Arrests on the Tavaputs Plateau During a Nature Walk with Children

Reposted from Canyon Country Rising Tide Website. 

Here is a link to legal support for 10 folks who were just arrested at the Utah Tar Sands mine site for studying biodiversity with a teacher, parents and children… please share widely!!!

Update June 12th, 8AM:

All ten individuals were released from the Uintah County Jail at roughly 4:45AM this morning on bail.  They are tired but fine and the parents are eager to reunite with their children.

Update June 11th, 9:00 PM:

Ten people Have been taken to Vernal County jail on charges of Criminal Trespass, a class B Misdemeanor

 

June 11, 2016 3:45PM

Seepridge Road, Uintah County, UT – Ten participants of Utah Tar Sands Resistance’s

family camp out on the Tavaputs Plateau have been arrested after completing

biodiversity studies close to the country’s first tar sands mine. A number of children

and adults walked to the wooded area next to the Children’s Legacy Mine to count

plants and identify different species, returning to an area that several members of

the group had camped at freely in previous years. Upon returning to their vehicles

they were met by Ronald Barton, police officer salaried on the public buck to police

the area for fossil fuel companies.
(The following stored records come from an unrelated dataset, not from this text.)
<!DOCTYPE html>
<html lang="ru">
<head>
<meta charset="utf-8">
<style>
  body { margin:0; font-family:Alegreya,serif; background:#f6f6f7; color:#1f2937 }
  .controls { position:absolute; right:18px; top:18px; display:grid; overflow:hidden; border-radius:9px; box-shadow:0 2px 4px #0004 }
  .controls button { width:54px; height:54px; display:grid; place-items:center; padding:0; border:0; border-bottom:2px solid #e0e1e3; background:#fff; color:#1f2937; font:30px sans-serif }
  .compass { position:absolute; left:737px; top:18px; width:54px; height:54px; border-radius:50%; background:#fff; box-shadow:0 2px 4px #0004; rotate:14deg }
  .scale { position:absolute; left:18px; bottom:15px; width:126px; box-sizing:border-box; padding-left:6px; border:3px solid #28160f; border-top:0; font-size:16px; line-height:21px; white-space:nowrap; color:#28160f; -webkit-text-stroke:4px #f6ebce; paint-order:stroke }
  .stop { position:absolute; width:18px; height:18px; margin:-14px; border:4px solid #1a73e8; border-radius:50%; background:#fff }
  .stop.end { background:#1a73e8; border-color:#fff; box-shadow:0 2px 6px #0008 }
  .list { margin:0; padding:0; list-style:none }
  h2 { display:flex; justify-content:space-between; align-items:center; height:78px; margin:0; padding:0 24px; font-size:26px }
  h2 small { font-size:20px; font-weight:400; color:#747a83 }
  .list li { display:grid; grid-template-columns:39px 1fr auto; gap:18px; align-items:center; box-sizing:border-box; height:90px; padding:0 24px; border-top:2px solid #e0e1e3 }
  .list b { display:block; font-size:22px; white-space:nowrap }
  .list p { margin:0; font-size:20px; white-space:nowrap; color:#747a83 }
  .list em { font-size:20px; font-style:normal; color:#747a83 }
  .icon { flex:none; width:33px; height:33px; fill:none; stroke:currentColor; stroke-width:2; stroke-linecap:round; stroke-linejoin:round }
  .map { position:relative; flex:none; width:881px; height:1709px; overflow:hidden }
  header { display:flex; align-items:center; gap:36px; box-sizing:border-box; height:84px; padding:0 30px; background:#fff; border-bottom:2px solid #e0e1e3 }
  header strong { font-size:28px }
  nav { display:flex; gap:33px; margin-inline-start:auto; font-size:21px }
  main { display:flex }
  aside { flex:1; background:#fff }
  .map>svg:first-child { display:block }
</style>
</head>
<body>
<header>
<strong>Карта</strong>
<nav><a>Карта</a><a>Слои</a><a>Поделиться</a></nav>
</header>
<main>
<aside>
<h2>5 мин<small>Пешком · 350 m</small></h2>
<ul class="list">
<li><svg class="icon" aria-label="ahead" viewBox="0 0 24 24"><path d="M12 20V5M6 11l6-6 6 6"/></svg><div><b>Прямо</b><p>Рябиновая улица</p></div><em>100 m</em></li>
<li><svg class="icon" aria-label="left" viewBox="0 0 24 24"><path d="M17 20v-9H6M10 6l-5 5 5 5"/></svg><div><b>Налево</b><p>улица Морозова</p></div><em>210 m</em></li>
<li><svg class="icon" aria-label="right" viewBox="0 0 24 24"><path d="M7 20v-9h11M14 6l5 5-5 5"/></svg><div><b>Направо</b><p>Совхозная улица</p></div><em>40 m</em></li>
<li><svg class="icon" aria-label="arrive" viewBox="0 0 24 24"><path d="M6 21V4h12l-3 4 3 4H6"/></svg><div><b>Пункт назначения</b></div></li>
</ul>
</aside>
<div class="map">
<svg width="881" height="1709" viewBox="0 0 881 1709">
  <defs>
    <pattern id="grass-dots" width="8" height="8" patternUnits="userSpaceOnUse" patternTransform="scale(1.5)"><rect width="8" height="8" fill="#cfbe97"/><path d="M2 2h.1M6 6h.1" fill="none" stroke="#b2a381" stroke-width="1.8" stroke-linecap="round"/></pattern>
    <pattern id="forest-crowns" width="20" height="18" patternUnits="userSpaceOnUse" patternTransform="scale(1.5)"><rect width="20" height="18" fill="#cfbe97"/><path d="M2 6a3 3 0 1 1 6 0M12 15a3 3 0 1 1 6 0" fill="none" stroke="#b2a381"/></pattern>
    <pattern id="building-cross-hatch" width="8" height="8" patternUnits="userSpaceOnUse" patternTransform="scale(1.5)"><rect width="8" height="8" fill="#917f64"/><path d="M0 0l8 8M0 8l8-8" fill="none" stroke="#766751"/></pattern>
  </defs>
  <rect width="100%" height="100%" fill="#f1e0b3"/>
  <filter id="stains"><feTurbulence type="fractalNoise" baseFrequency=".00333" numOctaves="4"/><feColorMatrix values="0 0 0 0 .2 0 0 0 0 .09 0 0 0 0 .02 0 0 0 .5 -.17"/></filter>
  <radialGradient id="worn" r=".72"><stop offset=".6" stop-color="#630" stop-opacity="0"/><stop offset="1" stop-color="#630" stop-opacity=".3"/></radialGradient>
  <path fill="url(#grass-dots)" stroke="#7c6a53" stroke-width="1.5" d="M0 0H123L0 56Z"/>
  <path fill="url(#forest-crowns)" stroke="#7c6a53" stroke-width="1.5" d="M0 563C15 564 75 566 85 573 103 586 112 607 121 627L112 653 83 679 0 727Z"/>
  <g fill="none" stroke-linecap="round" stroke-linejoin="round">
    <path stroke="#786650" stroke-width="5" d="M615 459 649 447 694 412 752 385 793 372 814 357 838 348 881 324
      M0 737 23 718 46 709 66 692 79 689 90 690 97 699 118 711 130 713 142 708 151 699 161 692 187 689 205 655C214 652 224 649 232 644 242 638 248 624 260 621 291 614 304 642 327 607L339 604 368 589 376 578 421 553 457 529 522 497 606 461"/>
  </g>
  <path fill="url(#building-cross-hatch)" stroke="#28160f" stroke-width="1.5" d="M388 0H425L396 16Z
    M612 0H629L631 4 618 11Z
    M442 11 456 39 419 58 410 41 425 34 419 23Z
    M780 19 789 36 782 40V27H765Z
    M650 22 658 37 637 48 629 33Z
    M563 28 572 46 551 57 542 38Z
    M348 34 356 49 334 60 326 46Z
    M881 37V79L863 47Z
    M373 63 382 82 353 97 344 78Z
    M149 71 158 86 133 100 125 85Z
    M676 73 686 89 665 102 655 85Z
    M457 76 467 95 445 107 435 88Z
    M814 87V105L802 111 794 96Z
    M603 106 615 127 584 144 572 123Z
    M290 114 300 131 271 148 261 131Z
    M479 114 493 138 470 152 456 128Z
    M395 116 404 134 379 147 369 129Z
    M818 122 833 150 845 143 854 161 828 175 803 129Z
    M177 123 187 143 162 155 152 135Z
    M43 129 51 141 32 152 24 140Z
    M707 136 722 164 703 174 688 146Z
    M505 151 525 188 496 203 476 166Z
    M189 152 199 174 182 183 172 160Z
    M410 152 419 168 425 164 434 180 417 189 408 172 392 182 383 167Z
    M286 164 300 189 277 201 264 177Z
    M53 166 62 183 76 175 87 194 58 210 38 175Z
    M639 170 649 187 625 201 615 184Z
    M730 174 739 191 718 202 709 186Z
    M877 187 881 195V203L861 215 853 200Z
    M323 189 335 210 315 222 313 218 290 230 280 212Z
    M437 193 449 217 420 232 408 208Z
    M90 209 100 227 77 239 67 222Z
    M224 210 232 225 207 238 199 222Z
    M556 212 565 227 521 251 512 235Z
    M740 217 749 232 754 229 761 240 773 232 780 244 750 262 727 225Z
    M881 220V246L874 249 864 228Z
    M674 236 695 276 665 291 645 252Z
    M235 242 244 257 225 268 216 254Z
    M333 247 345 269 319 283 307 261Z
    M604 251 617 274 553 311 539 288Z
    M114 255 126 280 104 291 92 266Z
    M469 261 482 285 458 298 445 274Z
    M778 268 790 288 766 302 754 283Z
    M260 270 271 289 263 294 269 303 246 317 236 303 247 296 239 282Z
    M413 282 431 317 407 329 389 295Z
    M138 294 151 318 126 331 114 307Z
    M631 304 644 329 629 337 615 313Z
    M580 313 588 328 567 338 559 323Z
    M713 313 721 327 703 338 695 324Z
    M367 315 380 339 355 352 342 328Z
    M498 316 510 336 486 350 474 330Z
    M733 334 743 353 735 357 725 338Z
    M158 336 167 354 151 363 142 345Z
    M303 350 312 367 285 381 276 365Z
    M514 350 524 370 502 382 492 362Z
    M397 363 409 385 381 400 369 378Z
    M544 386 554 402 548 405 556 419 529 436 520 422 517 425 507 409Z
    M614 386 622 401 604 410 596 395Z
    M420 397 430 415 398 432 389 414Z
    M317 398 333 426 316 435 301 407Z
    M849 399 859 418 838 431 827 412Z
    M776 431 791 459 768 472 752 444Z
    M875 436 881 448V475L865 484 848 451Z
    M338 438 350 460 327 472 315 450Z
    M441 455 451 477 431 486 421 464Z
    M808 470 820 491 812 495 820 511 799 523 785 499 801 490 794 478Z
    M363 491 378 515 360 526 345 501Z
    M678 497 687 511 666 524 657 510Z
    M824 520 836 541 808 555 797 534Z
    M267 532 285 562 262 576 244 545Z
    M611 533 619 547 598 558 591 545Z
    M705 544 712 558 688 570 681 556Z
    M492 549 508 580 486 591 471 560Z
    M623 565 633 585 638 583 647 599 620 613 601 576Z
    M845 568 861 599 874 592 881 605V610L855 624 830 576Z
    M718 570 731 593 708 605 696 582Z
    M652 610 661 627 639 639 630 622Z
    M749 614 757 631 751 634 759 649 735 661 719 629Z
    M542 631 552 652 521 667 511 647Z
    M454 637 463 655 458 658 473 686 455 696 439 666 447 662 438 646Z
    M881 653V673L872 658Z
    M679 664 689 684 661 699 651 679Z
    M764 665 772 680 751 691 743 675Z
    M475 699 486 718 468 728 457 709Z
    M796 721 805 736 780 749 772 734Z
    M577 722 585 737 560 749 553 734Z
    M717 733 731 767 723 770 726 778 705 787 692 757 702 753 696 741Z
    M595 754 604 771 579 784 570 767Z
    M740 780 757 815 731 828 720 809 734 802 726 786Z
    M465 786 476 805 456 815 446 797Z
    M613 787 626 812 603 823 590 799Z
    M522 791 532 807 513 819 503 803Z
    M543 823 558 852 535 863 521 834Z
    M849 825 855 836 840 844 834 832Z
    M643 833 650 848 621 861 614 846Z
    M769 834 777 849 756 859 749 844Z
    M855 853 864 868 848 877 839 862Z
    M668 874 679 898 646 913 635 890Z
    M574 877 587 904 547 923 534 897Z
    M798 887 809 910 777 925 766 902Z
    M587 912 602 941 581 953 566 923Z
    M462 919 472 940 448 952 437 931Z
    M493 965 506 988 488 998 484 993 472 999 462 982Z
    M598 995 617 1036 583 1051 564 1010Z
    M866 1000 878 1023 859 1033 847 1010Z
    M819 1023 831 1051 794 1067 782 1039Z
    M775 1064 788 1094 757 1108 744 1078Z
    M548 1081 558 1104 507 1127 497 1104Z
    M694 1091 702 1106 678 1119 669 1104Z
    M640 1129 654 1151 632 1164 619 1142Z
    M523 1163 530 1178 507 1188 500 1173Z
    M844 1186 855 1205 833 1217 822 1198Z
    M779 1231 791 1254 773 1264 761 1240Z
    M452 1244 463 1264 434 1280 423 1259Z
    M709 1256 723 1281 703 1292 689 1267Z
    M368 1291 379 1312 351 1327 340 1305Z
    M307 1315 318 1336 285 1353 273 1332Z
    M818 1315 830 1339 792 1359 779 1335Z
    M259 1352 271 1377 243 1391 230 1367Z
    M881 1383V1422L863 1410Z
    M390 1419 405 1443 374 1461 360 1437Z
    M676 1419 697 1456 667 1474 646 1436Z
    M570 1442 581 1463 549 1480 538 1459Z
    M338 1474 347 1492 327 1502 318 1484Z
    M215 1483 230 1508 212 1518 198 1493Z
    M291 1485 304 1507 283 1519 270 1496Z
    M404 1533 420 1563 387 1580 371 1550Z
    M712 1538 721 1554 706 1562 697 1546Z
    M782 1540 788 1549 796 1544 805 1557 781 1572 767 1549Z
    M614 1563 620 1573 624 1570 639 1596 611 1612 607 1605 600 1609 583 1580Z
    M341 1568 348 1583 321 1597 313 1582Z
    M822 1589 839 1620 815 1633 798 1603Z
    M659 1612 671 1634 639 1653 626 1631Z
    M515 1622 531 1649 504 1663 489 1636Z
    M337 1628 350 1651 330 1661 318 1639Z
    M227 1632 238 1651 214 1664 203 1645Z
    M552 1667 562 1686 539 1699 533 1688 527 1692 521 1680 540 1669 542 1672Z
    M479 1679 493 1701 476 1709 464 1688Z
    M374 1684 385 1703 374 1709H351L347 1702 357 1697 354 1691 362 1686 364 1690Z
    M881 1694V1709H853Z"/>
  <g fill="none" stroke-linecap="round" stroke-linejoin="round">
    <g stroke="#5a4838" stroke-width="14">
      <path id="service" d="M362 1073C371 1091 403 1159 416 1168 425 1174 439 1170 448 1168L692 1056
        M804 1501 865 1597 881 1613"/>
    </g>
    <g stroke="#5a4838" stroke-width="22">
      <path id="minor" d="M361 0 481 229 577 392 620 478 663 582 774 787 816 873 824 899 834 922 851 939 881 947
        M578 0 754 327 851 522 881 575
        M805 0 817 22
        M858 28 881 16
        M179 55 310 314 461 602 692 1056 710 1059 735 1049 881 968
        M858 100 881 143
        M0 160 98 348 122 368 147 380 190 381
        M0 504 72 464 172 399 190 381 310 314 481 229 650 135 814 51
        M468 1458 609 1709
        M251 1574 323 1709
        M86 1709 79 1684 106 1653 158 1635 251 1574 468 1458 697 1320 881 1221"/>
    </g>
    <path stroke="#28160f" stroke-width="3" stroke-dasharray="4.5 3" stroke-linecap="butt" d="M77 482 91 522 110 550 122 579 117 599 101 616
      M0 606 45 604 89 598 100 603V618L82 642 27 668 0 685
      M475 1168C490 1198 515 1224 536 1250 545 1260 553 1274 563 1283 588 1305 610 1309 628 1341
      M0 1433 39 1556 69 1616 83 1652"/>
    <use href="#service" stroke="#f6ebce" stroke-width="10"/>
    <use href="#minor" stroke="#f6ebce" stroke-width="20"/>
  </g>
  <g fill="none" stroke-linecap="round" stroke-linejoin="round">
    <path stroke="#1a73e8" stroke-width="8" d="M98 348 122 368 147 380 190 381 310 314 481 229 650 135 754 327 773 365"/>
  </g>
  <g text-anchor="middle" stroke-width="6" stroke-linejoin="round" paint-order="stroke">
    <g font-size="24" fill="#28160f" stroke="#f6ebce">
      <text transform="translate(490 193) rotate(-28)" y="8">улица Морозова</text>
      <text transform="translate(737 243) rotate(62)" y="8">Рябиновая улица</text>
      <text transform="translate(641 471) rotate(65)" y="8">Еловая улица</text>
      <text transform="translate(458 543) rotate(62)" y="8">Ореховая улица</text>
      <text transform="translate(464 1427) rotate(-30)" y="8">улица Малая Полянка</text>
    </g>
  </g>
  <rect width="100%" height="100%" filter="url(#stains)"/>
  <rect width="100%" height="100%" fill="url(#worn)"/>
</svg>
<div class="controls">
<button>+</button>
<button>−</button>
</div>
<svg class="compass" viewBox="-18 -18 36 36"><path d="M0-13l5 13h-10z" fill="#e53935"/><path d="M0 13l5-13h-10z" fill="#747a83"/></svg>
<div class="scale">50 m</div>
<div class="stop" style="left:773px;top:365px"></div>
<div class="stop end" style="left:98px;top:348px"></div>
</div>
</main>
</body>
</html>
Mr. Barton proceeded to detain the group for

trespassing and even threatened parents with reckless child endangerment. He also

instructed a news reporter who had wanted to follow the group that she would be

arrested if she attempted to do so.

Canadian company US Oil Sands is hoping to extract tar sands – a fossil fuel even

more polluting than oil and coal – at the Children’s Legacy Mine, and leasing SITLA

land (which is public land). Protesters have been holding a vigil by the mine for

several years, and documenting the ongoing destruction to land and wildlife.

Shea Wickelson, who led the biodiversity lesson, is a science teacher in Salt Lake

City: “I have been camping here with my family for the past four years. Last year, we

took some biodiversity data with my son and others. This year we wanted to see

how the mining expansion has impacted the area and take new data. We were

surprised to see the area so razed because we had read that US Oil Sands was ending

development, but it looks like a significant expansion to us. I am disappointed to

find out that my family and I are no longer allowed to be on the public land that we

have been visiting for the past four years.”

Natascha Deininger of Wasatch Rising Tide: “It’s ironic that local law enforcement is

so concerned with protecting industry interests, when the land in question is

actually public, and was ultimately stolen from the first nations of this area. It is

outrageous that a science teacher is being detained for teaching kids about

biodiversity on public land, when US Oil Sands is destroying hopes of a livable

future.”

Raphael Cordray of Utah Tar Sands Resistance: “We have a responsibility to the

public to document and witness the damage to the area. We are investigating a

crime scene and making records of what is happening here, as the decision makers

and regulators are ignoring the real concerns about this project.”